Last week, I participated in a fundraiser for our local soup kitchen. My role was to plan and cook a meal for 35 people. The catch here is that the recipes needed to simulate meals that the soup kitchen could then take and use to serve to their guests – over a hundred people, 365 days of the year. This is all part of the Soup Kitchen’s initiative to incorporate healthier choices for their guests.
When they asked me to be a resource, I was incredibly excited to help out.
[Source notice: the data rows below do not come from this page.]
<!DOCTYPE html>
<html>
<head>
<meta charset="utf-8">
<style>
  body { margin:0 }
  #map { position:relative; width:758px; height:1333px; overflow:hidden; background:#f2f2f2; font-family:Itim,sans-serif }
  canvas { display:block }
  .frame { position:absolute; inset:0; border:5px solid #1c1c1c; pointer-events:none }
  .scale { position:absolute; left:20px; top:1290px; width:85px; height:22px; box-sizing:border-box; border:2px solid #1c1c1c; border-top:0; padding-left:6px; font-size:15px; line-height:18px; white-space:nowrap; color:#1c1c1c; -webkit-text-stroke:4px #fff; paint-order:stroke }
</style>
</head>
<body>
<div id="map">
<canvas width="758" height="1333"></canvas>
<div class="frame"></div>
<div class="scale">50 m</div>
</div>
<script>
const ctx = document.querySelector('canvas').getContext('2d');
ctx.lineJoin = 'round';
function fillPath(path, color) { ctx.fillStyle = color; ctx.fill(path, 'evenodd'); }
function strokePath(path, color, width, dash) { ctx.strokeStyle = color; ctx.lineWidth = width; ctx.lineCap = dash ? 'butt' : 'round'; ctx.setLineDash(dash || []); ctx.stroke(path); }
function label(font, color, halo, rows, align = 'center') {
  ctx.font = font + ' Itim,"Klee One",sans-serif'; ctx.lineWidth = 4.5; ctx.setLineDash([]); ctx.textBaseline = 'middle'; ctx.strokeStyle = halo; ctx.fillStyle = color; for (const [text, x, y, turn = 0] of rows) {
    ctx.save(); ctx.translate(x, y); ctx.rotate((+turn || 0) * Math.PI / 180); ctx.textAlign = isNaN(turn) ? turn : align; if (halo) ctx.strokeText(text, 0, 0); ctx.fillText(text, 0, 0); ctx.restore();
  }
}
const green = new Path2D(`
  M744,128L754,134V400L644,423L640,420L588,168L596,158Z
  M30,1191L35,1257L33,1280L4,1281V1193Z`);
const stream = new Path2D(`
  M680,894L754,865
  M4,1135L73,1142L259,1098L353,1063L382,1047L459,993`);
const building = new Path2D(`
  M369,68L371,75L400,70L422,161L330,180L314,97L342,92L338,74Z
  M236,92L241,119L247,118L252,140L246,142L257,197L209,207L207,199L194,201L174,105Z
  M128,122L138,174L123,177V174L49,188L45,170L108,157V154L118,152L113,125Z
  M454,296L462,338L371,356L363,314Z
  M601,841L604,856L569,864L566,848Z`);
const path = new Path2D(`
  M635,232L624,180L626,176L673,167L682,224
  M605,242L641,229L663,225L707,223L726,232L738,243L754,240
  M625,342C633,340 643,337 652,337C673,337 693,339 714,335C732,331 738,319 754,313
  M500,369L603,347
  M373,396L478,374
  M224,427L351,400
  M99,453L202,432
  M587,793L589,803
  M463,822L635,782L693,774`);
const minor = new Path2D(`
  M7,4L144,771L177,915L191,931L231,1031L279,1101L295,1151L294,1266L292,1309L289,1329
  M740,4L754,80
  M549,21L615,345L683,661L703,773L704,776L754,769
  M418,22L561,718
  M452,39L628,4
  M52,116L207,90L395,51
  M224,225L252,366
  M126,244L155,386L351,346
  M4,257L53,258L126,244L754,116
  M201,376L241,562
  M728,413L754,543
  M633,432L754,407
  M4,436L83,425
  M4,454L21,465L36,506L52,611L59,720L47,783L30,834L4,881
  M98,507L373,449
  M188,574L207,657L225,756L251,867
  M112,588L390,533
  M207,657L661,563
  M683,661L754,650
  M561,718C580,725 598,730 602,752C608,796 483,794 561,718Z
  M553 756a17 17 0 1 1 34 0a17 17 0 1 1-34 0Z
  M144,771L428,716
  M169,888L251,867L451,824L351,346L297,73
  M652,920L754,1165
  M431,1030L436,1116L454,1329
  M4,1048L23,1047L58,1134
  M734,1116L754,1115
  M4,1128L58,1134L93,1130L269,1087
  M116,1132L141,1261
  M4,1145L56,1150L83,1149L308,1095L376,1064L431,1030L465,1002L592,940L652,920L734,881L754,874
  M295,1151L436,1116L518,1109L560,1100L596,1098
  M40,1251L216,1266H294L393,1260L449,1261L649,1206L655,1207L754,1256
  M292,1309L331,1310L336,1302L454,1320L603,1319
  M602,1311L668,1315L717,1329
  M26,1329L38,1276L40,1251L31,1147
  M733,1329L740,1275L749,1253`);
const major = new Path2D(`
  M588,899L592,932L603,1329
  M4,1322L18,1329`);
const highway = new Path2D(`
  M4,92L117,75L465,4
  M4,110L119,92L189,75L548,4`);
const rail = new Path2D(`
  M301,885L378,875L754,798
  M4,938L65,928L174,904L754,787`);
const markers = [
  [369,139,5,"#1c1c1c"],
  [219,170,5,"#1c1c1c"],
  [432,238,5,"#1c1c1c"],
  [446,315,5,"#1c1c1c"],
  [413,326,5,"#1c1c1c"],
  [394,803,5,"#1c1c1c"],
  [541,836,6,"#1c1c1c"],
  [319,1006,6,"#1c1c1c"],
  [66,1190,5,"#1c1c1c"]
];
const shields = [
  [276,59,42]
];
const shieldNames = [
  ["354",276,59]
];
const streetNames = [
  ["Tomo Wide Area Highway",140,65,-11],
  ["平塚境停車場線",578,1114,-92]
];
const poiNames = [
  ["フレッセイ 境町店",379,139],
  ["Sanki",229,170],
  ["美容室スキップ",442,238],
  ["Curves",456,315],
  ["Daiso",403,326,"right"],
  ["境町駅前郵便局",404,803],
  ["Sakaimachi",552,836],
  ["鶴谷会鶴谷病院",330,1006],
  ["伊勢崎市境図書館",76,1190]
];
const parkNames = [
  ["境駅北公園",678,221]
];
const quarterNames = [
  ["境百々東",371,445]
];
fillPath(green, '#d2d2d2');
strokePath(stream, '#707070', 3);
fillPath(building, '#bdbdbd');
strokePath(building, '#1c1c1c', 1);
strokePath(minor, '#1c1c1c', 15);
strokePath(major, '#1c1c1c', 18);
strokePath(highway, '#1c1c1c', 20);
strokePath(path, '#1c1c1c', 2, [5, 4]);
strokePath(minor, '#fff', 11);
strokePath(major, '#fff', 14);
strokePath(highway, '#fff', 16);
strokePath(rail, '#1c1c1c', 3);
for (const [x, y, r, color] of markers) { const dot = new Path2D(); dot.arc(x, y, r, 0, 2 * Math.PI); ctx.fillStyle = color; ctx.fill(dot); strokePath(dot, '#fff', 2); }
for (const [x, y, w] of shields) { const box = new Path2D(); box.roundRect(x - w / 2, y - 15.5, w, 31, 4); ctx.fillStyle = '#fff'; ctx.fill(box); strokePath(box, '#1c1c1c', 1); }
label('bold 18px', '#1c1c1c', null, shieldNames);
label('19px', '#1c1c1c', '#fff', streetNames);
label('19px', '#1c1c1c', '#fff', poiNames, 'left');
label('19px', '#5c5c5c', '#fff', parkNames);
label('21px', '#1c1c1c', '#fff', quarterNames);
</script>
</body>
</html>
Here’s why.
Not only do I love the challenge of figuring out meal ideas based on donations and food inventory, something I do in my own kitchen day in and day out, but also as you know, I am also passionate about the role of diet in our health and happiness.
At the Soup Kitchen, 85% of their guests have some form of chronic disease. Research has clearly shown the benefits of diet in alleviating chronic disease.
Another thing I loved about this opportunity was the integration component – meaning, the idea that we are all connected and all entitled to earth’s bountiful nourishment.
So here’s few notes from this meal:
Incorporating some simple additions like fresh garlic or rosemary totally transforms the flavor of a plain sweet potato.
Tossing green beans with some extra virgin olive oil or Body Bio Balance oil makes a huge difference in flavor and nutrient value.
Timing is important – cooking the beans to the consistency you or your family likes helps a ton too. For example I like my green beans crunchy but Kelly likes hers softer.
Boneless chicken thighs offer a nourishing and delicious alternative to chicken breasts. But the recipe can also be made with boneless breasts.
Roasted Sweet Potatoes with Garlic and Rosemary
Peel potatoes. Cut into 1 inch chunks and toss with coconut oil, garlic cloves and fresh rosemary.
Honey Mustard Chicken Thighs
See recipe here.
Steamed Green Beans
Place trimmed green beans in a pot of boiling water. Cook for 5 minutes or until desired tenderness. Drain and toss with extra virgin olive oil. Season with salt and pepper.